Release<Flink Version>

Please keep the discussion on the mailing list rather than commenting on the wiki (wiki discussions get unwieldy fast).

Motivation

Flink Autoscaling with the Kubernetes Operator relies on a set of metrics to scale up and down the sources. The algorithm currently works well with the Kafka sources since it provides metrics that track backlog and the maximum source parallelism. 

Users also need efficient autoscaling for other sources like Iceberg. However, pendingRecords is currently only reported by the SourceReader and doesn’t cover the case for sources that only the SourceEnumerator can calculate those metrics e.g. bounded split implementations like Iceberg.

Another challenge is obtaining the maximum parallelism. For the Kafka sources, the autoscaling implementation uses a Kafka specific metric to determine the upper limit for scaling. Flink already provides a metric unassignedSplits that give a signal of the remaining splits to assign but it is missing the number of currently assigned splits to obtain the total splits.

Public Interfaces

This FLIP requires changes to SplitEnumeratorMetricGroup and SourceReaderMetricGroup, adding methods to set two metrics for pendingRecords and assignedSplits


How to determine the maximum number of splits...

numAssigned

numSplitsProcessed

numSplitsProcessed

numSplitsProcessedPerSecond



@PublicEvolving
public interface SplitEnumeratorMetricGroup extends OperatorCoordinatorMetricGroup {
	<G extends Gauge<Long>> G setUnassignedSplitsGauge(G unassignedSplitsGauge);
	
	/** new addition */
	void setPendingRecordsGauge(Gauge<Long> pendingRecordsGauge);
}
@PublicEvolving
public interface SourceReaderMetricGroup extends OperatorMetricGroup {
	Counter getNumRecordsInErrorsCounter();
	void setPendingBytesGauge(Gauge<Long> pendingBytesGauge);
	void setPendingRecordsGauge(Gauge<Long> pendingRecordsGauge);
	
	/** new addition */
	void setAssignedSplitsGauge(Gauge<Long> assignedSplitsGauge);
}

Proposed Changes

Flink Connector Framework

  1. Add the setters setPendingRecordsGauge and setAssignedSplitsGauge  in the SplitEnumeratorMetricGroup and SourceReaderMetricGroup.
  2. Implement setter API in the InternalSplitEnumeratorMetricGroup.
  3. Implement setter API in the InternalSourceReaderMetricGroup.
  4. Add functionality to SourceReaderBase to report assignedSplitsGauge, this is already possible via getNumberOfCurrentlyAssignedSplits.

Flink Kubernetes Operator

  1. Support retrieving pendingRecords metrics that comes from the enumerator.
  2. Generalize the logic to determine the upper limit for source parallelism.

Flink Connectors

  1. Implement metrics in
    1. FileSource
    2. HybridSource
    3. NumberSequenceSource
    4. DataGeneratorSource
    5. KafkaSource

Compatibility, Deprecation, and Migration Plan

Just like the other standardized connector metrics, these are opt-in and will not cause any backward incompatible behavior as such.
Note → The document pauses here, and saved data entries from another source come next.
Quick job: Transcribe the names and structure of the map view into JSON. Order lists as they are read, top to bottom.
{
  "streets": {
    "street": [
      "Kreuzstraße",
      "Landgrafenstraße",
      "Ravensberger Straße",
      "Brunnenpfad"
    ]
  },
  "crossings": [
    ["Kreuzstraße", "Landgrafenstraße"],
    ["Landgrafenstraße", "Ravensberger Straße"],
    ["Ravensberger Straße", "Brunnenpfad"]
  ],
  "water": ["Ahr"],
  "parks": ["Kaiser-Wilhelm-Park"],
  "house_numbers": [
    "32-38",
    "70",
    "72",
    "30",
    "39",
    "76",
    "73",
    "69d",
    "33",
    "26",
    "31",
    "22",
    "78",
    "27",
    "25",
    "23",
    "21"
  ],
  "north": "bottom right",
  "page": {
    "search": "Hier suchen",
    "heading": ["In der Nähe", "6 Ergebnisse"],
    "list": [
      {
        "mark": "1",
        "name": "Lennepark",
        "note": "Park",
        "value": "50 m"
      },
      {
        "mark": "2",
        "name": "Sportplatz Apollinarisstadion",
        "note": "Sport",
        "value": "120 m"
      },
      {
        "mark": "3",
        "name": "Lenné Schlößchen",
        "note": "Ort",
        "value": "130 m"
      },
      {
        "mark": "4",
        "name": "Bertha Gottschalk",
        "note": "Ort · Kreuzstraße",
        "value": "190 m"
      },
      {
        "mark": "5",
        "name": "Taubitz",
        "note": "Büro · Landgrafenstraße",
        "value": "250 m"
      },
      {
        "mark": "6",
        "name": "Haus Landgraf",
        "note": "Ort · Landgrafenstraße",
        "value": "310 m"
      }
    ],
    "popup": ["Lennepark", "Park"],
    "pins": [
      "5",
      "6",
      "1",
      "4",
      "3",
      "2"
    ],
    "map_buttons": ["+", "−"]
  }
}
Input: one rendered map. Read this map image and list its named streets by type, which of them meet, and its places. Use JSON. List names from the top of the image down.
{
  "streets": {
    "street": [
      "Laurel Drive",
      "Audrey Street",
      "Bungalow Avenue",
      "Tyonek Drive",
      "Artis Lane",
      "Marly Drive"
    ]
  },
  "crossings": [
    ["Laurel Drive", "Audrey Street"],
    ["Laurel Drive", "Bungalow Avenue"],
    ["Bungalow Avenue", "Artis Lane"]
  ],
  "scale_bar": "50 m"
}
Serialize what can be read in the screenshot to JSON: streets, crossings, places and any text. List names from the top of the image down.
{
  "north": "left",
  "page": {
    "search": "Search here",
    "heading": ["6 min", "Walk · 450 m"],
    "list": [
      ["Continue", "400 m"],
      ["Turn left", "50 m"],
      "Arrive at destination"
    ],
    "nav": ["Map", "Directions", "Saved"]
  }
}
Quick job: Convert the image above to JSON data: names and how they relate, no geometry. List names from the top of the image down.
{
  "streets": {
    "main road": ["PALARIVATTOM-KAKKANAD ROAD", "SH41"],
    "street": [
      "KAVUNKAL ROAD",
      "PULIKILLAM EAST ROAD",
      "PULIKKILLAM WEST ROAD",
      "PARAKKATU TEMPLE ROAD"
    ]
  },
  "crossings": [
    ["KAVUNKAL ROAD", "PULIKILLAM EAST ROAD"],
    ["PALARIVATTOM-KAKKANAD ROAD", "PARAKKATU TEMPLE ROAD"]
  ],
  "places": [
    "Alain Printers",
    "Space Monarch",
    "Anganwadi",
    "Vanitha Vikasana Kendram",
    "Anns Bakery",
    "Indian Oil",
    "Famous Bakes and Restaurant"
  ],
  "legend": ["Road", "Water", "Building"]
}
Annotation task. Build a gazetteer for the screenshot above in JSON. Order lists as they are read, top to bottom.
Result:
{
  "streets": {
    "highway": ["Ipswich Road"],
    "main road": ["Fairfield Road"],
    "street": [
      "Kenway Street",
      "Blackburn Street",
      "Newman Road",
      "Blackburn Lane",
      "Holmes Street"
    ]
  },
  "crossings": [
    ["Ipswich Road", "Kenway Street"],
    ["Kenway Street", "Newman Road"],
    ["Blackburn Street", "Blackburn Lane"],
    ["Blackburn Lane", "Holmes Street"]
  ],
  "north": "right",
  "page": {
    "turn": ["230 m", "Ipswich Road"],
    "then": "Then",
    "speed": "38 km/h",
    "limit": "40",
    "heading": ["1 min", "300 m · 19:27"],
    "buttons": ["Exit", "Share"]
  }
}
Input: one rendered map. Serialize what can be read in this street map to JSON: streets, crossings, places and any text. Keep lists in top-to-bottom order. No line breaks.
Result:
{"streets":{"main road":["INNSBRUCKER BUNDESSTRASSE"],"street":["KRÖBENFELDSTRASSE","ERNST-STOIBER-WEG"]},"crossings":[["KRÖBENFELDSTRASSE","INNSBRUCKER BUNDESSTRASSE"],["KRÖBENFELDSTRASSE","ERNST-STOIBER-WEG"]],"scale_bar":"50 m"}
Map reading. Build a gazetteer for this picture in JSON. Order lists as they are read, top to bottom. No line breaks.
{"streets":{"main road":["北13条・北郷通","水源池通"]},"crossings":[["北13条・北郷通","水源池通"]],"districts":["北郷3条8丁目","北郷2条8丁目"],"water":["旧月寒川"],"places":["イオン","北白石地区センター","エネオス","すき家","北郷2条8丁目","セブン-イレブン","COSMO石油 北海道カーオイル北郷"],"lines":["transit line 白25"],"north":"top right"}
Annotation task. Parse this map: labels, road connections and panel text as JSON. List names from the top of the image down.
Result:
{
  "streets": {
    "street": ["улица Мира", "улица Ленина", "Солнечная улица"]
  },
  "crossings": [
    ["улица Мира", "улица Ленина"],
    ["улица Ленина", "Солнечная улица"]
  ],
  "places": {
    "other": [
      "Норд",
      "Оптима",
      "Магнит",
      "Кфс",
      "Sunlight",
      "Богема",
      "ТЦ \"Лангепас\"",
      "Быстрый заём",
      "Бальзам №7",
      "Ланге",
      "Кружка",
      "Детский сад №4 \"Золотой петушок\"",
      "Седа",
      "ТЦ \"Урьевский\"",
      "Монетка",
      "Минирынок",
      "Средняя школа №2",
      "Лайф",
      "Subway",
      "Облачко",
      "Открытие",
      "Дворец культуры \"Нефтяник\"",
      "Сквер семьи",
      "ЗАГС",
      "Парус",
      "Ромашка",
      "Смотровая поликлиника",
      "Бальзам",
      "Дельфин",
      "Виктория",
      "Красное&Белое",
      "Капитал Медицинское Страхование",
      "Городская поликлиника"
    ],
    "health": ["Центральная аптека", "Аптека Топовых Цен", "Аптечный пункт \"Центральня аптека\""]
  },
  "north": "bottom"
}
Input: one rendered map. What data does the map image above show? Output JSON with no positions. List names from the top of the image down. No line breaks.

Autoscaling will still work for sources without these metrics by relying on the busyness metrics and will not work as efficiently until they opt-in to reporting these metrics.

We will only implement this for FLIP 27 sources.

Test Plan

Unit tests in Core Flink and Flink Kubernetes Operator repos.

Rejected Alternatives

  1. Unify where the pendingRecords metric is reported (enumerator vs reader).

    For unbounded splits like Kafka/Pulsar partitions, it would be difficult to calculate these outside of the readers--thus requiring additional RPCs to communicate this to the enumerator if we wanted to unify. We would also need to introduce configuration to emit these events periodically, complicating the design.

    For bounded splits like File/Iceberg splits, the individual readers have no context about what remains.

    Thus, I propose to report this metric from enumerator and reader in the way that is easiest for the specific connector and handle both metricGroups in the autoscaling implementation.

  2. Tracking assigned splits in the enumerator
    We need to track this in the SourceReaders since splits can be "completed" and this is only tracked by readers. There are some poll based sources that only take 1 split and poll for another when completed, but we cannot make that assumption in general (i.e. request split when a split is completed). So, this needs to be tracked in the reader.